My story is somewhere hidden in my brain…little bits of it have shown themselves but not anywhere near 3.000 words. I heard of this way before the first deadline and hurriedly put together a few words on the last weekend before the close. Then hallelujah! I found out it had been extended two weeks ago and added another 200 words to my starving manuscript. Seven days to d-day and I am still not writing. Procrastination is not a good hobby.
John Wesley Harding,
I know you meant “may my liver regenerate eternally” and to that I say, Amen…especially given that certain drinks I partake of are likely to cause it more harm than any of Zeus’ eagles could.
Still, I insist, you are not a high school student.
You could be in high school in a different capacity such as a teacher (still unlikely), but not as a student. I just don’t see a high schooler being steeped in Greek mythology and generally being as keenly perceptive (for aptly diagnosing the malaise we call Kenyan journalism) as you are. If I were to guess your name I would probably say Philip Ochieng.
Prometheus,
I am not Philip Ochieng, far from it (as far as ethnicity is concerned). Prometheus no writer worth his salt can boast of a functioning liver (or kidney or lung)! This may have much to say about your character and (perhaps) your talent.
I cannot reiterate strongly enough that I am a high school aged; sour-faced youth, proof of age notwithstanding. If you think I sound (somewhat) intelligent you should meet the rest of my over-achieving, over-worked, over-sexed, under-nourished, over-intoxicated peers here in posh-high-school-topia. They’re more frightening than Banquo’s ghost; damned children of the corn!
We seem to share common interest so I shall ask what is it that you do, in a professional capacity or otherwise? And the million-dollar question, are you going to subject yourself (and perhaps your work) to the uber-critical eye of the omniscient Kwani editors or are you like me, an anti anti-establishment fiend bent on reeking havoc in cyber-space and crushing the hopes of countless tactless, talentless Kenyans with one swoop of the mouse click?
Perhaps my feigned tone of voice and diction lead to the ambiguity of my age but I am once again (and as always) a high-schooler when all pretentions are stripped away.
P.s. I happen to own the world’s finest thesaurus, it even doubles up as an encyclopedia!
JWH said:
” no writer worth his salt can boast of a functioning liver (or kidney or lung)! This may have much to say about your character and (perhaps) your talent.”
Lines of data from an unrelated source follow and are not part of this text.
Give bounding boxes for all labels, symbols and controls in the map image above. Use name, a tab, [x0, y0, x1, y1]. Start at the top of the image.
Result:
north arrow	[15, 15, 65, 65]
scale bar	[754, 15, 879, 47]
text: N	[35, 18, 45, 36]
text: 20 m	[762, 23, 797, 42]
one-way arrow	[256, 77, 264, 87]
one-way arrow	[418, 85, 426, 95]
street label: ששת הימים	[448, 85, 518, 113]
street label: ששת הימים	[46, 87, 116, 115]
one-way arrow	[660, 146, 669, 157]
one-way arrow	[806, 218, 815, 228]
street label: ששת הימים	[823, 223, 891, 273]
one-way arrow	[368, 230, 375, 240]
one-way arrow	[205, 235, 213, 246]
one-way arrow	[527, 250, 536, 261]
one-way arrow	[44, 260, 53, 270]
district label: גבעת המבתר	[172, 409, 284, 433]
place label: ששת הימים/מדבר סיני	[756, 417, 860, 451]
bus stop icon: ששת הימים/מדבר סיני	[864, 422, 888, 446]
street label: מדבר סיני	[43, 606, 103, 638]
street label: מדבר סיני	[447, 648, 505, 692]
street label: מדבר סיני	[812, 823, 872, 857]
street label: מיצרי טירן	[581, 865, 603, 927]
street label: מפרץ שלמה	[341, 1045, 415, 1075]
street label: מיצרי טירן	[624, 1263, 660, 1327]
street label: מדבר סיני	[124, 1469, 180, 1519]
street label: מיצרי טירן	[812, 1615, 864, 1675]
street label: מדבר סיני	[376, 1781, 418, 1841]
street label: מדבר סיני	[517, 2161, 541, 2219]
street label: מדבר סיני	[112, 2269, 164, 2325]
I am falling in love with this guy!
As far as owning the world’s finest thesaurus, the same book has been used by some with tragic results. Are you familiar with a guy called Lumumba? He’s a Kenyan politician known to string words together whether they make sense or not just as long as they sound Greek.
Yes, I did submit a short story to Kwani? I will reserve my faith in them until they give me a reason not to.
So you are indeed a high school kid? Very impressive. Even when you say “reeking havoc” it does at least tell me that you can pronounce “wreaking havoc” without “wrecking” the language.
I am a writer, a student of literature, among other things. A struggling writer. Struggling against a literary world littered with mediocrity and struggling to figure out the relevance of a writer in the world we live in. It might be an intellectually fulfilling exercise to write a Spenserian Sonnet but I am not sure the last time that fed a starving kid or built a bridge. A character called Bazarov in Ivan Turgenev’s “Fathers and Sons” blurts outs in a fit of frustration against romanticism and sentimental idealism, “a good Chemist is twenty times more useful than the best poet.”
To me, there therefore exists that struggle, to a point of leading me to take on maths years after I thought we had parted ways for life. The key word in what Bazarov says is “USEFUL.” What if Sir Isaac Newton, like Wordsworth would have, decided to to pen an ode to an apple tree instead of questioning why the apple had fallen downwards and not upwards? We would be doing bungee jumps without chords because the concept of gravity would be alien to us…ok may be not!
What I am saying is not that writers are useless, I am just questioning their usefulness in a continent whose priorities are dealing with the most elementary of human needs. Like food, water, malaria etc.
I hate whining (don’t let my deteriorating liver fool you) but I entertain “obstinate questionings” (tell me whose quote that is…you owe me one from Dylan).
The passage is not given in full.